───── Provided data ─────

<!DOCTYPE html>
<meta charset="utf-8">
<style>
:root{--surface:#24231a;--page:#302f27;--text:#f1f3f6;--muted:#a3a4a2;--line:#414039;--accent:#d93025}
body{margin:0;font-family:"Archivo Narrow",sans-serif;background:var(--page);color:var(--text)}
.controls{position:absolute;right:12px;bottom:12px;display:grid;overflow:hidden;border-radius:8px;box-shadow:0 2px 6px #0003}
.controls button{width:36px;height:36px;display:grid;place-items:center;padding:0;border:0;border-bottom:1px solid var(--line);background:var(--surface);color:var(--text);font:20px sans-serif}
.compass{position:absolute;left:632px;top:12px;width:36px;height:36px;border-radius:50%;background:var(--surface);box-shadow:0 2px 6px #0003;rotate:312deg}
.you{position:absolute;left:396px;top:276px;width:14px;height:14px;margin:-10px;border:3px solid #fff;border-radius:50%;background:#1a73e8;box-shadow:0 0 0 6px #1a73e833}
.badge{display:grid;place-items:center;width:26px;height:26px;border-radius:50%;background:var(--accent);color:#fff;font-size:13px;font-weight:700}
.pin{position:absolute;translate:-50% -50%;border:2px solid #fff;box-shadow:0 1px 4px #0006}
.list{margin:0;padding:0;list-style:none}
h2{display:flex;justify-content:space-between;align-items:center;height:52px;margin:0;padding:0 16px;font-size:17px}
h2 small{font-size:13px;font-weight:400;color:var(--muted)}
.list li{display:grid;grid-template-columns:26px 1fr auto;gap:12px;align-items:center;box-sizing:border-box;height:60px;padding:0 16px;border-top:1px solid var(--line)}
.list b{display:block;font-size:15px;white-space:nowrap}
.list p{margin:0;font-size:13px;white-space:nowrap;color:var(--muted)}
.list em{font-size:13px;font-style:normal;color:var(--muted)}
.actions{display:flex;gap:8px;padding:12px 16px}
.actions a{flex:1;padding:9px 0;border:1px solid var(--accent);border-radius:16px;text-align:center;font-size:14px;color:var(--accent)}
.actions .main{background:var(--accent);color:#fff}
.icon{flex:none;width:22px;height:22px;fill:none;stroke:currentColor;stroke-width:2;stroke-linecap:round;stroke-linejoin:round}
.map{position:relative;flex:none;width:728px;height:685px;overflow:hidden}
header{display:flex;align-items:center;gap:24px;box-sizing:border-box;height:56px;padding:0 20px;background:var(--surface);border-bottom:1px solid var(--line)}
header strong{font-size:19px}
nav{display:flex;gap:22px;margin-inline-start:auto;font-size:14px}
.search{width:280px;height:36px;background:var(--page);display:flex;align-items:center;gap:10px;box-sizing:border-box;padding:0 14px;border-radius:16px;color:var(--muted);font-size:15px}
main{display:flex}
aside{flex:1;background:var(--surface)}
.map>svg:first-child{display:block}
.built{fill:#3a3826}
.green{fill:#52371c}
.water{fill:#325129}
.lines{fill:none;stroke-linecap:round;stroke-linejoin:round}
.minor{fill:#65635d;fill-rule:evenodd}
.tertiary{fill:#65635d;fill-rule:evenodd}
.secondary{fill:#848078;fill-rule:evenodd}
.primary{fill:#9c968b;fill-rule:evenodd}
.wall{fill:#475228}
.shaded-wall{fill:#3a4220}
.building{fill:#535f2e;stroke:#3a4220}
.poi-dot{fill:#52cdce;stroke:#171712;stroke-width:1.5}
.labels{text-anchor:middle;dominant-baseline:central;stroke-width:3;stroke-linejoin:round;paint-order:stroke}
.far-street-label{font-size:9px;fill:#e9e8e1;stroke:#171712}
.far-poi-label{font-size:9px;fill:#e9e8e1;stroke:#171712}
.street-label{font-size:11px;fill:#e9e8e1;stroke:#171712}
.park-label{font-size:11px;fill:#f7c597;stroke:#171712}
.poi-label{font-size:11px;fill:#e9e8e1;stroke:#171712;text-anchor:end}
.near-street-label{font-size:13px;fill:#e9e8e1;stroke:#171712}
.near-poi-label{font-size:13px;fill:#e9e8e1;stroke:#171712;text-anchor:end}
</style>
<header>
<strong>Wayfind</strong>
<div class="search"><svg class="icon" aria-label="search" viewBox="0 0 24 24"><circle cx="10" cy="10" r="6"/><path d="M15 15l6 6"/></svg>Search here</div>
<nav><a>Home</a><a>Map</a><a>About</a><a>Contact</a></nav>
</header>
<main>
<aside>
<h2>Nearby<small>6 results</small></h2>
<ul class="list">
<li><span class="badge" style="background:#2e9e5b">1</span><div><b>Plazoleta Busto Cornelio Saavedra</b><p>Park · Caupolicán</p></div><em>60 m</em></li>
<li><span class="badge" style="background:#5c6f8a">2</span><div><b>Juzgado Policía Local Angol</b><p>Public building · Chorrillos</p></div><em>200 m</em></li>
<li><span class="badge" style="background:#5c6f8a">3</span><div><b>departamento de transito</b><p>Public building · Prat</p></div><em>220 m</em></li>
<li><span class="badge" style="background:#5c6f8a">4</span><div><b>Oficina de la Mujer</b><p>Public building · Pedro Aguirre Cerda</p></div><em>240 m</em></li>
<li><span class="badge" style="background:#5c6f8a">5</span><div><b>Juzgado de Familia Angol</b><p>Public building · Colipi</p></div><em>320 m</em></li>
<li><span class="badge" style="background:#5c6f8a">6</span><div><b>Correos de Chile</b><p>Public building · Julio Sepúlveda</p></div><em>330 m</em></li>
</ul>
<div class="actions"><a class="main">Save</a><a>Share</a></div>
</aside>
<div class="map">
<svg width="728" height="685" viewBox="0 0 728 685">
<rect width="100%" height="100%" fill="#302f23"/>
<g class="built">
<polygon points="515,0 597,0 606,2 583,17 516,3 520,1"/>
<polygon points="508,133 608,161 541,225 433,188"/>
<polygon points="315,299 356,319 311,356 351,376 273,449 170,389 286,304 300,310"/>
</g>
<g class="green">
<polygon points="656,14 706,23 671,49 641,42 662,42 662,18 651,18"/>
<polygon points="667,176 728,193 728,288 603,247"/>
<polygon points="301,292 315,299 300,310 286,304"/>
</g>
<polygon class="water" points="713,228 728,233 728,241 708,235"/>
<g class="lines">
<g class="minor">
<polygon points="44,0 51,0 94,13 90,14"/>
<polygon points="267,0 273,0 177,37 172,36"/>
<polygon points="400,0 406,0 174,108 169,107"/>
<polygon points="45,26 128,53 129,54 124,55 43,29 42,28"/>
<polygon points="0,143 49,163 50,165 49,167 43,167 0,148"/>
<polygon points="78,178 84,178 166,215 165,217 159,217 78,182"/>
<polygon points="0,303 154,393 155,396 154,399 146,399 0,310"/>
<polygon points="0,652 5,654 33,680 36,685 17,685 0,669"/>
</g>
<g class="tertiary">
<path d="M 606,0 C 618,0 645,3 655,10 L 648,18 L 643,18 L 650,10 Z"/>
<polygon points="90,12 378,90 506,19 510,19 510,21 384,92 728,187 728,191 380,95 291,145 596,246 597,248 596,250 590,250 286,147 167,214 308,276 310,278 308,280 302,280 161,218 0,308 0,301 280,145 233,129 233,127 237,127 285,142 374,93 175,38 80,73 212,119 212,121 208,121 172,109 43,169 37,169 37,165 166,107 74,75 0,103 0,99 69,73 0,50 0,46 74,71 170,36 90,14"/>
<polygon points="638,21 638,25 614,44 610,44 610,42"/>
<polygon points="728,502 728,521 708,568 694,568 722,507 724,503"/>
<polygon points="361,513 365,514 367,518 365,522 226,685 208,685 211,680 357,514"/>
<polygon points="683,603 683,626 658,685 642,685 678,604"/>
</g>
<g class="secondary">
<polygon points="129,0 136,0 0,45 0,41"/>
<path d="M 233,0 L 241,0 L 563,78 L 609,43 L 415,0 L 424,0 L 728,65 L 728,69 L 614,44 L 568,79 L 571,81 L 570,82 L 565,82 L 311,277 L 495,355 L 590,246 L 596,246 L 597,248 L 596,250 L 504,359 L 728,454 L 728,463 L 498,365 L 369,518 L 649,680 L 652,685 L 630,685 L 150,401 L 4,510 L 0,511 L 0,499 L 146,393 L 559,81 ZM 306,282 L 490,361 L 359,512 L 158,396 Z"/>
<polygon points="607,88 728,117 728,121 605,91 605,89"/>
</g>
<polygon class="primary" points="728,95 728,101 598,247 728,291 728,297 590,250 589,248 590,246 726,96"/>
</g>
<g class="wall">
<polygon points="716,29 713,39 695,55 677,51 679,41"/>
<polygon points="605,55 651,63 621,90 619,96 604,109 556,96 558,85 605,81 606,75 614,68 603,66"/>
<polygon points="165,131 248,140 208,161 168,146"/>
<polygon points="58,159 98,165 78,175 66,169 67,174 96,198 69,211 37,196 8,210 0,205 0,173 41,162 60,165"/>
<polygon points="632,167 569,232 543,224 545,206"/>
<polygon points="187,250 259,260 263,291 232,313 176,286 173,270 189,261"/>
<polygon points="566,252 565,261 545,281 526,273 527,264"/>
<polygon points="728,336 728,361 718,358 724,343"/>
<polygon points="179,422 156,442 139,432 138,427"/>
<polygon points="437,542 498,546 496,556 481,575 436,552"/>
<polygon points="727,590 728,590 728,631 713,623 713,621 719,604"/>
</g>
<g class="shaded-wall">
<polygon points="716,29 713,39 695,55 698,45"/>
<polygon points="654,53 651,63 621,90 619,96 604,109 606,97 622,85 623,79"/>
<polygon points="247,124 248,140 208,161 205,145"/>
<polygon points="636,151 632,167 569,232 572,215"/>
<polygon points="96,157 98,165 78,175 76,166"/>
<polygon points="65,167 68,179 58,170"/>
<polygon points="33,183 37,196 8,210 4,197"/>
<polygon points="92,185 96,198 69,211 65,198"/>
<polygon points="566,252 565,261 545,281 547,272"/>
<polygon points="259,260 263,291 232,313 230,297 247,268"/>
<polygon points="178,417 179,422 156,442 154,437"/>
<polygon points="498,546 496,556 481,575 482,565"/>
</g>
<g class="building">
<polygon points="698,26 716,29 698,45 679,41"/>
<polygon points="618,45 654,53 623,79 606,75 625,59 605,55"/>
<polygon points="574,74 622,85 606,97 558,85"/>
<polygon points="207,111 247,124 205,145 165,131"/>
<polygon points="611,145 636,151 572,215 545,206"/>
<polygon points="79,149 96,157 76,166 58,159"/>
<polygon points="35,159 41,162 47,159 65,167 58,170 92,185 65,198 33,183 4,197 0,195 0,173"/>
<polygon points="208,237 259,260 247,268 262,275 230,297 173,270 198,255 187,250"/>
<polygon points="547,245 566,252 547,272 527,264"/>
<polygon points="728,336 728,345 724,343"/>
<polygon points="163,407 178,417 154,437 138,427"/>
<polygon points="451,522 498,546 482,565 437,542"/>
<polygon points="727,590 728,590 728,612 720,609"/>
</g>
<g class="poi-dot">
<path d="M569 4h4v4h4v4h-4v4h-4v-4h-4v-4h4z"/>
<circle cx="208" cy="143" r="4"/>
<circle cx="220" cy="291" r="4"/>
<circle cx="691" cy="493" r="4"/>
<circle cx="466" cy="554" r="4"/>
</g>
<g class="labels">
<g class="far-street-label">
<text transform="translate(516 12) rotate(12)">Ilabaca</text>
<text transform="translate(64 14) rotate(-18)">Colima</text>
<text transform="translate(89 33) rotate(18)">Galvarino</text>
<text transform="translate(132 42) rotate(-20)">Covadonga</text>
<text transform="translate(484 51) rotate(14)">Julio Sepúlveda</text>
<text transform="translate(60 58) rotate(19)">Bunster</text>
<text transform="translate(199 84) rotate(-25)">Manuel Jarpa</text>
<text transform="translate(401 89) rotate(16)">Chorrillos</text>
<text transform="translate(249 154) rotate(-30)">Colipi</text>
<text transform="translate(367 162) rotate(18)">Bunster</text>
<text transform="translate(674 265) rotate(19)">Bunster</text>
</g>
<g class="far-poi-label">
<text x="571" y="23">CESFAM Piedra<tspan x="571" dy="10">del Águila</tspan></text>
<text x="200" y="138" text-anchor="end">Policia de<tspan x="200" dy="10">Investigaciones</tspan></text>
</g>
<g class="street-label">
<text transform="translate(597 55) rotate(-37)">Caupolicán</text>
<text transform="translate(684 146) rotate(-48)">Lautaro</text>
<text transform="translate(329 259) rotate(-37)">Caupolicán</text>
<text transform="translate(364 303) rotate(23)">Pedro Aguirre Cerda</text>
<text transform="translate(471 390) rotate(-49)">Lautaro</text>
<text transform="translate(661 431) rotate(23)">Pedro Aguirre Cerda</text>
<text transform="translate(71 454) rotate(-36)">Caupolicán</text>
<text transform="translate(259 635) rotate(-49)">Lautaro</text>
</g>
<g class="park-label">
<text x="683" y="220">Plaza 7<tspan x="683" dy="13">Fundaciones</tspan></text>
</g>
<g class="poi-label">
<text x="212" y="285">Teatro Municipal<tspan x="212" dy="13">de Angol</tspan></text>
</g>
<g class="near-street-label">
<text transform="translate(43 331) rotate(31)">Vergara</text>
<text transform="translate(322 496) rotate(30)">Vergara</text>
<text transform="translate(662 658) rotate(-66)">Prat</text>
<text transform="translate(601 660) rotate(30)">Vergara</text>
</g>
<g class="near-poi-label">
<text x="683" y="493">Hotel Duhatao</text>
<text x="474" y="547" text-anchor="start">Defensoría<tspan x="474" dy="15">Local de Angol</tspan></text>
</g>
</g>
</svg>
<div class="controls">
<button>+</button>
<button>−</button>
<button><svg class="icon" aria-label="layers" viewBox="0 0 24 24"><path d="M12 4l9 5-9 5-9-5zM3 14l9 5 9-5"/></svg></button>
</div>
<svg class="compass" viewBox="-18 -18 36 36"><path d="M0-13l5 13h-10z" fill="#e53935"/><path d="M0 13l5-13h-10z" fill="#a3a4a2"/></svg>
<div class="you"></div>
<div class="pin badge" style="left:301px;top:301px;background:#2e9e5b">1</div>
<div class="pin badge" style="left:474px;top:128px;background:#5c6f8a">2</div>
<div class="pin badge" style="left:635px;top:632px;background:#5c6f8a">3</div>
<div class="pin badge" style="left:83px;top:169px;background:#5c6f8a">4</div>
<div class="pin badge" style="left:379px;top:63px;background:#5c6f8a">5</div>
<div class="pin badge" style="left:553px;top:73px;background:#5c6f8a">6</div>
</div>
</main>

─────

### What is being asked
Lines of the listing above that include the string "white" should each be copied.

### Response below
.list b{display:block;font-size:15px;white-space:nowrap}
.list p{margin:0;font-size:13px;white-space:nowrap;color:var(--muted)}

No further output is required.